Transubstantiation was a word brought into usage by St. Thomas Aquinas as he tried to understand the mystery of the Real Presence. Using the Greek philosopher Aristotle as a guide, he saw that the material things of the earth had both substance and accidents. This sounds, at first glance, like very philosophical language, but when it is put into a concrete example it easy to understand the distinction. For example, if we were looking at a table, we would say that its substance is wood, but its accidents are that it is of a certain shape, color or height. Now, to bring the example into bread, when we look at a loaf of bread we see that its substance is that of bread, but its accidents may be that it is of a certain size or shape. And to bring the idea even more closely to what we are looking at, if we look at a host prior to its consecration at Mass, we see a host that is the substance of bread and has the accidents of being a certain size and shape.

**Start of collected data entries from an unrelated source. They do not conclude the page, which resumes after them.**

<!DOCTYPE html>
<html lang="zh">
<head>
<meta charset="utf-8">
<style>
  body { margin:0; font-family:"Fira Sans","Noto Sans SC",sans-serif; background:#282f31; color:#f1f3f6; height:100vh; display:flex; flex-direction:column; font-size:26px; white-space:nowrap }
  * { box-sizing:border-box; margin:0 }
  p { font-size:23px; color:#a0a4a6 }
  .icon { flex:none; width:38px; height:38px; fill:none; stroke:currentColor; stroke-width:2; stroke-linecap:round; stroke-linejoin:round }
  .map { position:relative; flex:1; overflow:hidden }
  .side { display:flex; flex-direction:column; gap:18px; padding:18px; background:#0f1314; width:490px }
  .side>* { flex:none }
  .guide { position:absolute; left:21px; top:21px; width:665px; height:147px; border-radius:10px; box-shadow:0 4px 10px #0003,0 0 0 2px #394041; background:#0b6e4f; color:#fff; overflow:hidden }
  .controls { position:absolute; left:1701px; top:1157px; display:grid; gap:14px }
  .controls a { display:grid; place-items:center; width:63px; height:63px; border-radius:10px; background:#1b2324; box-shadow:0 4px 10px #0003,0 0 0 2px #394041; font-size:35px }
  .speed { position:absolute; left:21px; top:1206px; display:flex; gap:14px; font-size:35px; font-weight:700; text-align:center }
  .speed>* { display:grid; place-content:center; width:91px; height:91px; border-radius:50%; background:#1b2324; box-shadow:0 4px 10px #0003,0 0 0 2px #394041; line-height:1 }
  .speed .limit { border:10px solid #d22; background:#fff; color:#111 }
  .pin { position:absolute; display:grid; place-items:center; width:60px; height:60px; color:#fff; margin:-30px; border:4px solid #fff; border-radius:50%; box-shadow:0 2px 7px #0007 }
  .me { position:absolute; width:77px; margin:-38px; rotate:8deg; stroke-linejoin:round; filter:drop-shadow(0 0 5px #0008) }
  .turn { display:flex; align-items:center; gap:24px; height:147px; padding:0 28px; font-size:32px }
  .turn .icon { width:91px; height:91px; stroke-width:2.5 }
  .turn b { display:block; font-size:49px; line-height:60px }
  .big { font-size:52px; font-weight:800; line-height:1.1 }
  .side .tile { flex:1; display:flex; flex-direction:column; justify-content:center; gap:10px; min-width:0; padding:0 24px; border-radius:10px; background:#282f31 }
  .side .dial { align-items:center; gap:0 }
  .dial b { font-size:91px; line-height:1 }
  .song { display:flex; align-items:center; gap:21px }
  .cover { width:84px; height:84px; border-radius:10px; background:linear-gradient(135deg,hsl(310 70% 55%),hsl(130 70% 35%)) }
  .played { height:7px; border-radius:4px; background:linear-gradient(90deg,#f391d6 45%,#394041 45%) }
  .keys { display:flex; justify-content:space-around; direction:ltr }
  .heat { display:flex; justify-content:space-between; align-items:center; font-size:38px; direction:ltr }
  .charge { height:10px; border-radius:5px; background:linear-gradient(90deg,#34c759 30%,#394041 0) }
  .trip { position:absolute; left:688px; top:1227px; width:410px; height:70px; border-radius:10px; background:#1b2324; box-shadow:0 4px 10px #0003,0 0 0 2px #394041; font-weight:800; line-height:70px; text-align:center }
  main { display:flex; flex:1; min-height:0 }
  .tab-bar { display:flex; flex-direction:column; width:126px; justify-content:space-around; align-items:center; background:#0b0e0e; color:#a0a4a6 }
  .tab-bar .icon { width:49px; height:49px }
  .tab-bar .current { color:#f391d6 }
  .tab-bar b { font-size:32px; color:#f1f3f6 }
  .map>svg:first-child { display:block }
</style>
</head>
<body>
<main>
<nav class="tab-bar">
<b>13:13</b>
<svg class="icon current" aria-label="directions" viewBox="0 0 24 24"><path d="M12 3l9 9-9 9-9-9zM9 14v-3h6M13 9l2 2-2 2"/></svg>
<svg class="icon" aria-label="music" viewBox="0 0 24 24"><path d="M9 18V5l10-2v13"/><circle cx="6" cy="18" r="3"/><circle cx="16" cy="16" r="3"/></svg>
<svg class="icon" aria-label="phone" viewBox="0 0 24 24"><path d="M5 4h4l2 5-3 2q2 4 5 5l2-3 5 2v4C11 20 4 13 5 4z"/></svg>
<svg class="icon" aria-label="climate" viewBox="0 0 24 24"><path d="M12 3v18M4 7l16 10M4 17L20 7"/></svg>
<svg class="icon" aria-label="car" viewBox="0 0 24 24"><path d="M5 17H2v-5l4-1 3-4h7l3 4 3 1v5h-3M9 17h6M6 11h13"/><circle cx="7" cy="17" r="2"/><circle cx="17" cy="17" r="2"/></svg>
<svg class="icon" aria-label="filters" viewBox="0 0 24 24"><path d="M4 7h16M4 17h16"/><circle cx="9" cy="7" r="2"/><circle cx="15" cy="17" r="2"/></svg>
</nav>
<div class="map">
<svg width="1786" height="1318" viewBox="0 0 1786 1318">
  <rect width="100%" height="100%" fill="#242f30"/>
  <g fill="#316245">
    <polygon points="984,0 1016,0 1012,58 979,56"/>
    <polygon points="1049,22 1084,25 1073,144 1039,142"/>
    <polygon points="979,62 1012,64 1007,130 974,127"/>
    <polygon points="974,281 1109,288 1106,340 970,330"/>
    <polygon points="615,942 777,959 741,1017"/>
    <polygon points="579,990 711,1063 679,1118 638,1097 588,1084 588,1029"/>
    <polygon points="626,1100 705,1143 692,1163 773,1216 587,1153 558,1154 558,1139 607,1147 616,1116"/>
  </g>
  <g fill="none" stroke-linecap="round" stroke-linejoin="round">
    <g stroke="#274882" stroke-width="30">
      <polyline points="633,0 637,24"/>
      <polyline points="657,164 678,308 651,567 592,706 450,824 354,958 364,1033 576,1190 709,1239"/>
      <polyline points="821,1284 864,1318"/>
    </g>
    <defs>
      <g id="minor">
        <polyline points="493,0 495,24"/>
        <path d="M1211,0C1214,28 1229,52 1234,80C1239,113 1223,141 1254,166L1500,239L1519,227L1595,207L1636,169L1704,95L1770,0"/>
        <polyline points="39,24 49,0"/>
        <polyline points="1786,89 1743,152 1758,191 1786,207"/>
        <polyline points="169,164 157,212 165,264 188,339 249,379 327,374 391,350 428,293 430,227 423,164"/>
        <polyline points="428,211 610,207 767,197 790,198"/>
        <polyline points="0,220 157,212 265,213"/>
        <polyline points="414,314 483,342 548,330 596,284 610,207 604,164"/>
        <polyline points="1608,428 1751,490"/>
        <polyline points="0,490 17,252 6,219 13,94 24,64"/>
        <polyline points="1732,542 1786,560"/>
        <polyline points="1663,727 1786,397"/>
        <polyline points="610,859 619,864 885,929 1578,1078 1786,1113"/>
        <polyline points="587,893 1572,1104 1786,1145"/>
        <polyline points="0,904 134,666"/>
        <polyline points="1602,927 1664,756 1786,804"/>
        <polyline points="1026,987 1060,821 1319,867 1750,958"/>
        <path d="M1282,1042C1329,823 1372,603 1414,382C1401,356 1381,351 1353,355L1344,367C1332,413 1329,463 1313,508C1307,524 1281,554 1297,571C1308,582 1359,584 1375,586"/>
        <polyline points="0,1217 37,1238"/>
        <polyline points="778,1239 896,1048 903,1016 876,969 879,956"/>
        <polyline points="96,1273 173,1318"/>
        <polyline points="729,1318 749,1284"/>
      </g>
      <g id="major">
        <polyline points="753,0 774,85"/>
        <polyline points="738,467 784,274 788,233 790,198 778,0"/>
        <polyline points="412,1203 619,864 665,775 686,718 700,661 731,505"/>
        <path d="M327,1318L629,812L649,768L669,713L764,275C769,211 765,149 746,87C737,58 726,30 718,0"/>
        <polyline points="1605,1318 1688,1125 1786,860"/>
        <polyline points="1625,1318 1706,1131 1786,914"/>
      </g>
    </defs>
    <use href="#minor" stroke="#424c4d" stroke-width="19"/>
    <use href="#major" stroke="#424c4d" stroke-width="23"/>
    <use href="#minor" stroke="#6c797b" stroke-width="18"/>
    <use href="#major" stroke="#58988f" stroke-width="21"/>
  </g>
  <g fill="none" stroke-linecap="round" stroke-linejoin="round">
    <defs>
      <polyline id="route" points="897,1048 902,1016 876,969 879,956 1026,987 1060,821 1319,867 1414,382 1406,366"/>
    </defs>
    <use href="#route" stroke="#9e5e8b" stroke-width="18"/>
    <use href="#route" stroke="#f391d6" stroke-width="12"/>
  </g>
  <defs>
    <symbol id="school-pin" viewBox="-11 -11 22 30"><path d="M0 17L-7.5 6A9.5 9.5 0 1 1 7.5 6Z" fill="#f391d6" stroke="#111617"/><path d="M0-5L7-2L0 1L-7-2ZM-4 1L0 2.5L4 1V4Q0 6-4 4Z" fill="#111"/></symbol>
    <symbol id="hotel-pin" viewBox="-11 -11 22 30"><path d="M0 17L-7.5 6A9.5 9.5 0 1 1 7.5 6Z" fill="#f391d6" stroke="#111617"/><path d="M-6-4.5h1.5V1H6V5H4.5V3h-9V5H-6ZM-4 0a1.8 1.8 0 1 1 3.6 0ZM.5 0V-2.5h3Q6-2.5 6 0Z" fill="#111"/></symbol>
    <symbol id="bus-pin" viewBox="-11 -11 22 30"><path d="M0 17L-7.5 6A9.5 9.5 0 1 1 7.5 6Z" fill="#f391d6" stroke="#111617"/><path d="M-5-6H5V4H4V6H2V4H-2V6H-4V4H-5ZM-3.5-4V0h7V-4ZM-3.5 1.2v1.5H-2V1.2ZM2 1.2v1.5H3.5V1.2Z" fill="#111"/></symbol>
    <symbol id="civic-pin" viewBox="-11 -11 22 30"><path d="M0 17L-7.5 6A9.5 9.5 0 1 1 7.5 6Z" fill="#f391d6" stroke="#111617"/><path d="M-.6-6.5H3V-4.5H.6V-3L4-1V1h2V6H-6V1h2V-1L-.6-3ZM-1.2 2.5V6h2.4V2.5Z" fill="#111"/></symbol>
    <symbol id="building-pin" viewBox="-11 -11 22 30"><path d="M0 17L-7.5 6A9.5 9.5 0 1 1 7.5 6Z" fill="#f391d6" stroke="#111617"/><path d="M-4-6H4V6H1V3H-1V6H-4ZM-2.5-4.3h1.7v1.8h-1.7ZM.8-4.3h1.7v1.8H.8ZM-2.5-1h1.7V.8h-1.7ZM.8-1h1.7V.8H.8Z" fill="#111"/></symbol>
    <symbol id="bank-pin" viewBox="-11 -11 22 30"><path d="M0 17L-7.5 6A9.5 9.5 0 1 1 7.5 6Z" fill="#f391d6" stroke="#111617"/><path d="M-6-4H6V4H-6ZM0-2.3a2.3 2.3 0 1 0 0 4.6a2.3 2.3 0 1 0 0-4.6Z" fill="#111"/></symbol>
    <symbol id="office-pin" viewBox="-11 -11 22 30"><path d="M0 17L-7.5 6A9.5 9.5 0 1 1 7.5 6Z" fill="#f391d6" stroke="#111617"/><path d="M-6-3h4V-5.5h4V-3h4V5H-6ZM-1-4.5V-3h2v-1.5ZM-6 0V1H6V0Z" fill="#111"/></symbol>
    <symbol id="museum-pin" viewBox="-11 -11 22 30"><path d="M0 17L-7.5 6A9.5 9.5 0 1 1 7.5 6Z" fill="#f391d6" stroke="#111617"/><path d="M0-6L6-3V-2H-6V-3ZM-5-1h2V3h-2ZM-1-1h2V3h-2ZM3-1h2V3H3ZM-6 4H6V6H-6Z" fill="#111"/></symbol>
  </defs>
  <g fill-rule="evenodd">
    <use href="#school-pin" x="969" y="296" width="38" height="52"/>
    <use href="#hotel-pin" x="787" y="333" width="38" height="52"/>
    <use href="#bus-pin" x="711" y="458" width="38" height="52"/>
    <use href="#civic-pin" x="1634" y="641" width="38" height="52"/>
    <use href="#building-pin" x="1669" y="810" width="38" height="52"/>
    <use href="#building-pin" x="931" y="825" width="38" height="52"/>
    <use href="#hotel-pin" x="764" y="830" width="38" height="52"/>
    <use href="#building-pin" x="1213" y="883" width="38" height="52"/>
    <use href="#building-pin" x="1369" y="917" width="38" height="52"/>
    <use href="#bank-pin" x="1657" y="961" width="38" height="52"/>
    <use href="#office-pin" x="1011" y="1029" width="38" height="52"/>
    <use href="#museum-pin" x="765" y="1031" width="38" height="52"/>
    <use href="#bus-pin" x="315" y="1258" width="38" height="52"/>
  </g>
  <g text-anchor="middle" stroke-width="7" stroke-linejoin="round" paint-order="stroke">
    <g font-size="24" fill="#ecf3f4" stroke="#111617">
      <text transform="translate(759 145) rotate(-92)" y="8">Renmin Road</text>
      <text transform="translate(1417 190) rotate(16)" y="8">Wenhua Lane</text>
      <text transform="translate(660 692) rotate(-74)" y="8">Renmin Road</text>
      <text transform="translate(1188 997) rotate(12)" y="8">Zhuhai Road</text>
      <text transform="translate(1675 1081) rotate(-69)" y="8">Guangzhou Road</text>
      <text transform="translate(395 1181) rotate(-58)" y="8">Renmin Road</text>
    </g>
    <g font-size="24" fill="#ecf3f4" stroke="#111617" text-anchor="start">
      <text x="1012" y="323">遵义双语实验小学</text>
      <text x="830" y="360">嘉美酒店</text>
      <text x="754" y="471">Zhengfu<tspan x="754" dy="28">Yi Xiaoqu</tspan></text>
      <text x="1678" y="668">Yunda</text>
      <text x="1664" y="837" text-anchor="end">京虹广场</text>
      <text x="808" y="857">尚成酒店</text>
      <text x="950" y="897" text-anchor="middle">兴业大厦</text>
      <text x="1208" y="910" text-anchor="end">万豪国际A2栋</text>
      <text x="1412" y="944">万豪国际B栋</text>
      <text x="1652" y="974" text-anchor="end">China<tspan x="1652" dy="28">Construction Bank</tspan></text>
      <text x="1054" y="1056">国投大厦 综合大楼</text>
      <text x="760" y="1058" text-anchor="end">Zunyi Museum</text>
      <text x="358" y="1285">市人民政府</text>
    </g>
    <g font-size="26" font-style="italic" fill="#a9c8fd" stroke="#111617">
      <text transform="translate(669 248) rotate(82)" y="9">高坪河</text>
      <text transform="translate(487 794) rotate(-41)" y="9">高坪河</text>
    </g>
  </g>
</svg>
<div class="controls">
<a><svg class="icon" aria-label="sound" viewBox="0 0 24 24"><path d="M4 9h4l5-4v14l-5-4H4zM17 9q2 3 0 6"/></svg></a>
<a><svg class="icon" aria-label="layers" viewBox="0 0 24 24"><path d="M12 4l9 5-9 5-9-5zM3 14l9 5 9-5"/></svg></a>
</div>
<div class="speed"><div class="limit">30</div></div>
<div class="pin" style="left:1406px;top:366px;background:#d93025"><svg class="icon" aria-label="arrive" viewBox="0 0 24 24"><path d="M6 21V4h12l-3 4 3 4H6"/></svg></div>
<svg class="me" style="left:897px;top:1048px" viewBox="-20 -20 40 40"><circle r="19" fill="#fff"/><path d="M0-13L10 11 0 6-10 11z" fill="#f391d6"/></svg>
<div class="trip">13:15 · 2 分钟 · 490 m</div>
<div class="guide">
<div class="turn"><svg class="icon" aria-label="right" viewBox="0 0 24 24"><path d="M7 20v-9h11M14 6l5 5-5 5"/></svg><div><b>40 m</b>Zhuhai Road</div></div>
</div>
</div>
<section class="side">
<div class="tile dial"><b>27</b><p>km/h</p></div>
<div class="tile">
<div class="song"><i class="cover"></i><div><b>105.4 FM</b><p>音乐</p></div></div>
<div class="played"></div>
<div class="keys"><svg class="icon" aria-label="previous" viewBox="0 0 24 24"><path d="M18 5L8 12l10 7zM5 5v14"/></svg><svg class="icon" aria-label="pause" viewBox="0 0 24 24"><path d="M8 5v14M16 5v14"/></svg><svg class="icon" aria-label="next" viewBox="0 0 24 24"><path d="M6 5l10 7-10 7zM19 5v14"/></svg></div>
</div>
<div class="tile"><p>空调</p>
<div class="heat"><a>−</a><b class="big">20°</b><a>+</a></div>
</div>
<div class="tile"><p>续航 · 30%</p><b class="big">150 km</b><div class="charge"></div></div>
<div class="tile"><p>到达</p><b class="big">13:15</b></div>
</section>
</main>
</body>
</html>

For St. Thomas, something nothing short of miraculous takes place at Mass – at the words of consecration, the accidents of the host remain, it is still of a certain size and shape and appearance, but its substance has changed – it is no longer the substance of bread, it is now the substance of Jesus Christ Himself – of His Body, Blood, Soul and Divinity. In that sense, then, the appearance of bread and wine become like a veil, which veils from our human sight what they actually now are.
It was the Scholastic mind of St. Thomas that helped to understand the mystery more clearly, but the belief in the Real Presence is something that goes back to the very beginning of the Church. We see St. Ignatius of Antioch writing in the year 110 AD write, “I desire the Bread of God, the heavenly Bread, the Bread of Life, which is the flesh of Jesus Christ, the Son of God…I wish the drink of God, namely His blood…” (Letter to the Romans). St. Irenaeus of Lyons writing in 180 AD writes, “just as bread from the earth, when it receives the invocation of God, is no longer common bread but the Eucharist, made up of two elements, one earthly and one heavenly” (Against Heresies). St. Cyril of Jerusalem in one of his post-Easter catechesis sermons in 350 AD says, “these things having been learnt, and being fully persuaded that what seems bread is not bread, though bread by taste, but the Body of Christ; and that what seems wine is not wine, though the taste will have it so, but the Blood of Christ.” These witnesses to the ancient belief of the Real Presence show how our own beliefs in the Eucharist continue in this same understanding that they had, that when Jesus said, “this is my Body and this is my Blood” and, “unless you eat the flesh of the Son of Man and drink his blood you do not have life within you” and “my flesh is true food and blood is true drink” He was speaking the truth.
(This article is part of a series of articles on The Sacraments which will appear in the bulletin over the course of this year.)